Pandemic life has lots of drawbacks. For media relations professionals who represent lesser known brands and experts, the pandemic has delivered an expected boon: the field-leveling virtual interview.
In the era of social distancing, restricted travel and remote work, producers of print, online and television news can’t rely as much on in-person interviews. Media relations specialists Tori Simmons and Mackenie Woods say, “After shutdown orders went into effect nationwide, there was a seismic shift in newsrooms forgoing in-person interviews for interviews via Zoom or Skype. And, this trend isn’t going away anytime soon.”
Zoom calls as interviews put someone not from New York, Chicago or Los Angeles seeking national coverage for under-the-radar brands or individual experts on the same virtual footing as big-city agencies pitching stories for a major brand or well-known celebrity. Your spokesperson can be interviewed in their living room.
An interview – in-studio or virtual – on a major news outlet would be valuable any time, but especially now as former commuters are tuning in to TV, pushing viewership up by as much as 20 percent.
In a blog appearing on ragan.com, Simmons and Woods offer advice to media relations professionals seeking to capitalize on what they refer to as a pandemic communications “silver lining”. Much of the advice involves familiar tactics to pitch stories, adjusted to sway news producers who feed content to bigger audiences.
First and foremost, make sure what you are pitching is quality content, not spam, so you are offering something of relevance, not just making a sales call.
It is hard, if not impossible to pitch a brand or expert without a portfolio, which can include blog posts, news articles, op-eds, YouTube clips, a book, a clever ad campaign or impressive third-party commendations. Simmons and Woods advise pumping up your thought leadership efforts before pitching a story.
“It’s important to prove your client is a credible resource, so securing interviews or op-eds in digital publications and creating blog posts on a particular topic will help prove why your spokesperson is the go-to expert,” they write. “Even placements in noteworthy trade publications can further validate your spokespeople as a credible source.”
It is hard, if not impossible to pitch a brand or expert without a portfolio, which can include blog posts, news articles, op-eds, YouTube clips, a book, a clever ad campaign or impressive third-party commendation
Thought leadership involves more than a word splatter. Think what your brand or expertise can offer that is unique, fresh or topical. This is the same kind of thinking required for newsjacking. It also can be the kind of thinking that leads to creating your own content, your own virtual interview that can be posted on YouTube.

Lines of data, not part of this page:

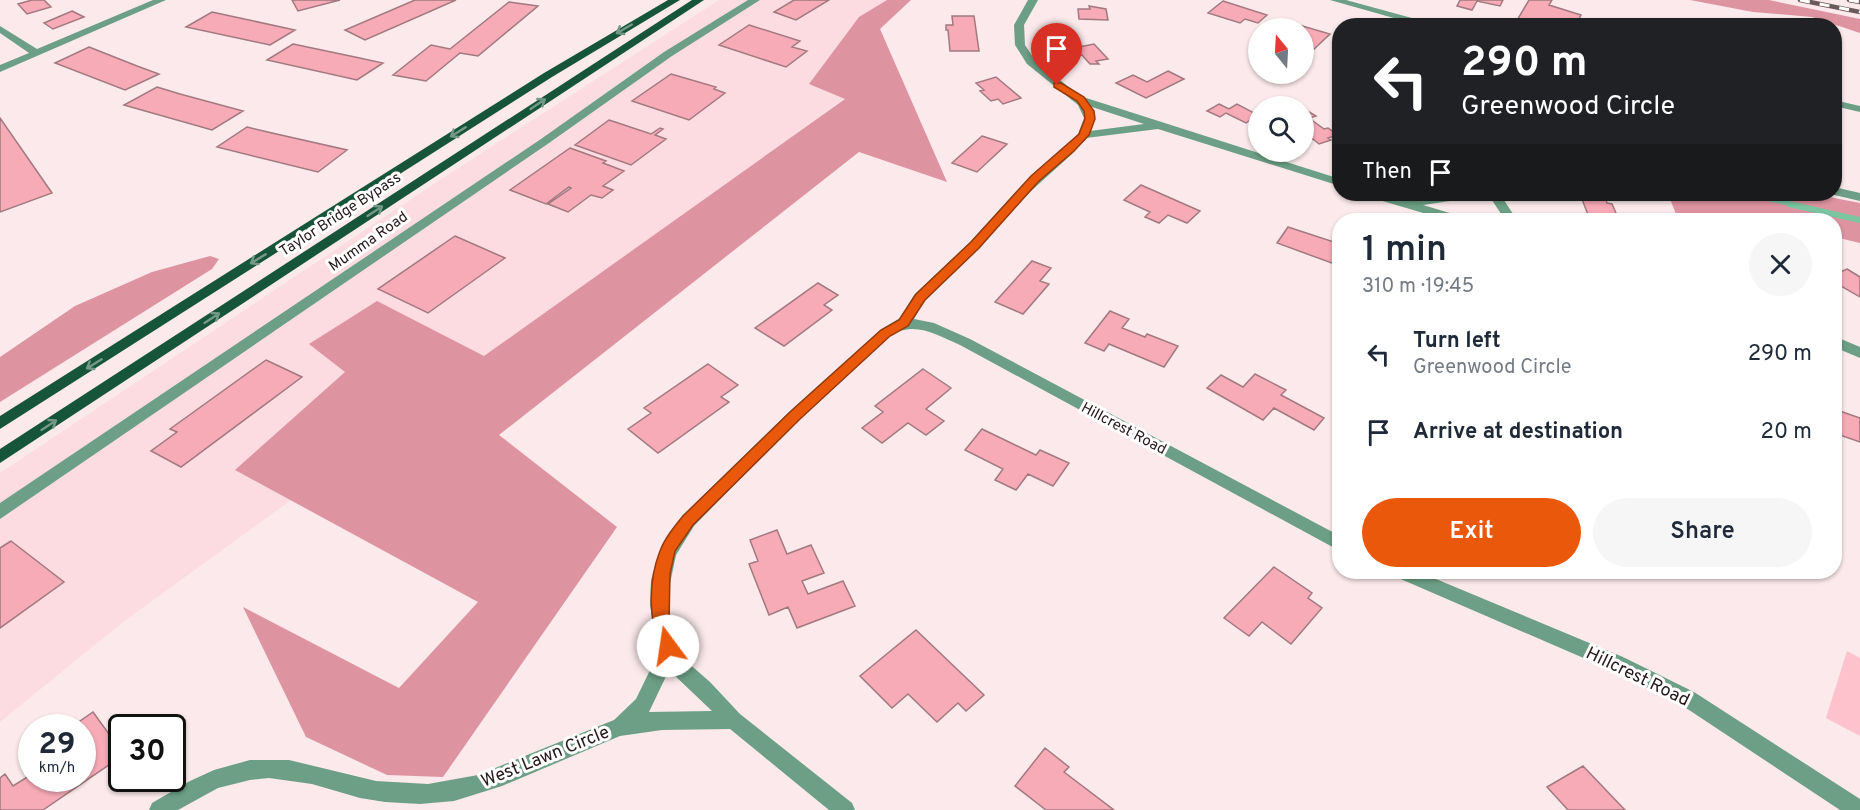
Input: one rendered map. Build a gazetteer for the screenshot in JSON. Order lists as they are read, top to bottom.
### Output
{
  "streets": {
    "main road": ["Taylor Bridge Bypass"],
    "street": ["Mumma Road", "Hillcrest Road", "West Lawn Circle"]
  },
  "north": "top",
  "page": {
    "turn": ["290 m", "Greenwood Circle"],
    "then": "Then",
    "heading": ["1 min", "310 m · 19:45"],
    "list": [
      {
        "name": "Turn left",
        "note": "Greenwood Circle",
        "value": "290 m"
      },
      {
        "name": "Arrive at destination",
        "value": "20 m"
      }
    ],
    "buttons": ["Exit", "Share"],
    "speed": "29 km/h",
    "limit": "30"
  }
}
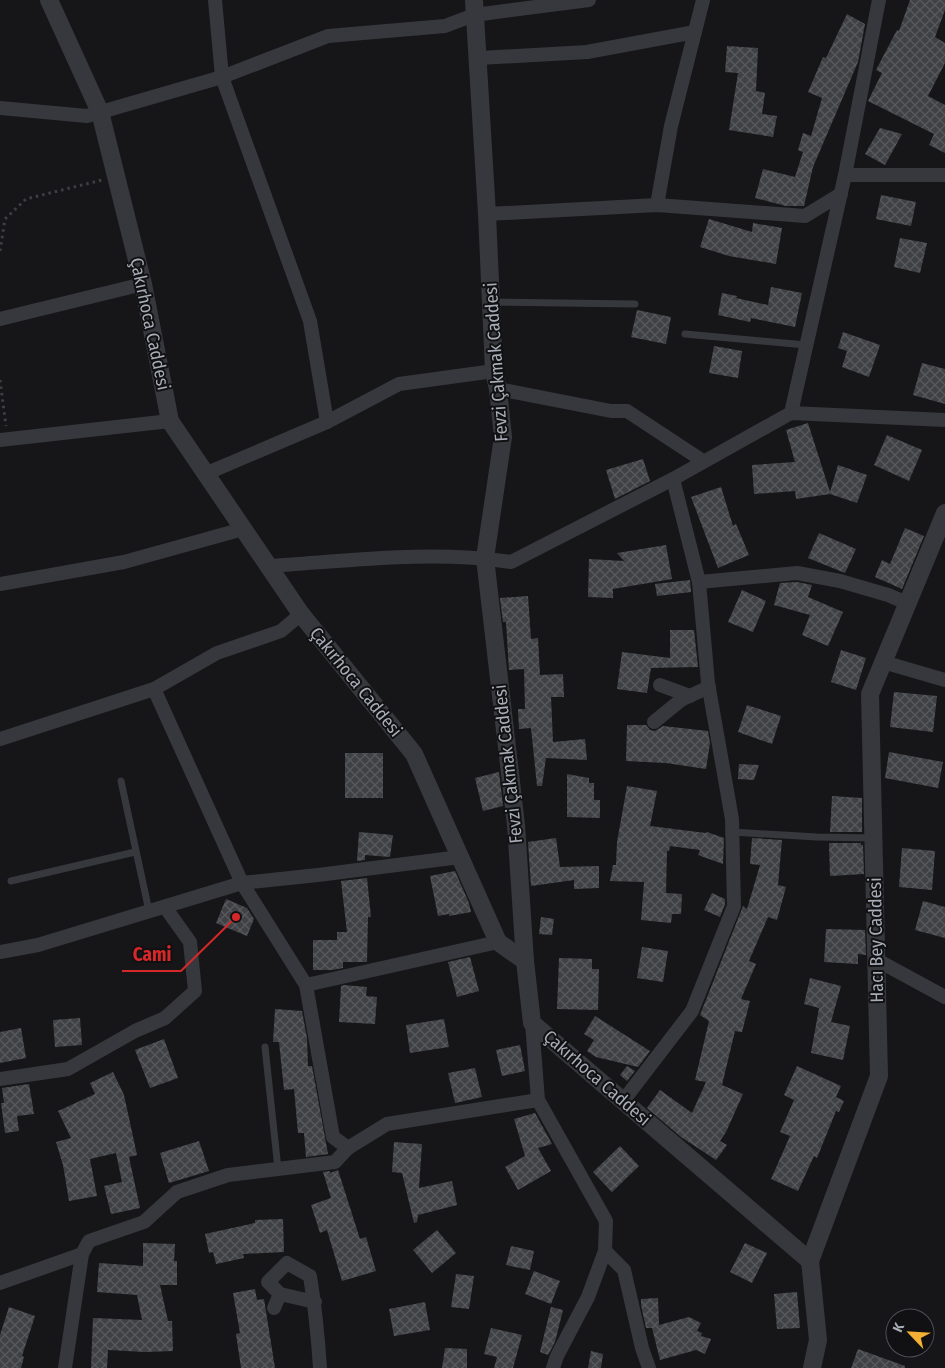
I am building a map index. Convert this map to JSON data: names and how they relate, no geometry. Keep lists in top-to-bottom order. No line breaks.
{"streets":{"street":["Çakırhoca Caddesi","Fevzi Çakmak Caddesi","Hacı Bey Caddesi"]},"crossings":[["Çakırhoca Caddesi","Fevzi Çakmak Caddesi"],["Çakırhoca Caddesi","Hacı Bey Caddesi"]],"places":["Cami"],"north":"top left"}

Cold calls to newsrooms often receive chilly responses. Simmons and Woods counsel building relationships as you normally would, but with an expanded orbit of producers. Before making contact, research your target media to detect story preferences and the most advantageous and appropriate news hole for your story. A good place to start, they suggest, are with field producers and reporters, who may be more willing and available to listen to your pitch.
The example Simmons and Woods cite are television network morning news shows – “the holy grail of media relations”. Consider a pitch for non-primetime, which may be more fertile ground for a new angle or a fresh face. “If it’s your first go at pitching a national morning show like NBC’s TODAY, start with a weekend or third-hour producer, who likely has more airtime for softer stories and features,” they advise.
Don’t forget the rest of the online world. “PR pros should look beyond network TV and identify digital streaming programs such as Cheddar and Viceland. Their digital-only format allows for more content, more often,” Simmons and Woods add.
Like any media pitch, be prepared when making your outreach. Have useful, professional-looking B-roll lined up, third-party contacts queued up, website newsroom links at hand and time availabilities identified. The better your preparation, the more likely you will be to impress producers who are constantly under pressure to find interesting, fresh content.
Preparation should include media training or a media training refresher for seasoned spokespersons that is geared specifically to a virtual interview on television. The training should include the basics, such as sharpening your key message, marshaling supportive points and refraining from turning into a waterfall of words. The more you know about a subject argues for practicing on how to focus on limiting what you say to stay on point.
Media training for a virtual interview should extend to your “set” – placement of your laptop, proper lighting and an interesting, but not distracting background. Despite the jokes about “pants optional”, suit up your spokesperson to look his or her part in the virtual interview.
Another benefit of virtual interviews over in-studio appearances is that you can do actual dress rehearsals to test your technology, on-camera appearance and talking points.
Once you’ve scored a virtual interview for a client spokesperson, build on that success. Let producers and reporters know what other potential sources you represent and story lines you could generate. Don’t be discouraged if they don’t instantly bite, just make sure you’ve left an impression – and contact information – so they know what you can deliver and how to reach you.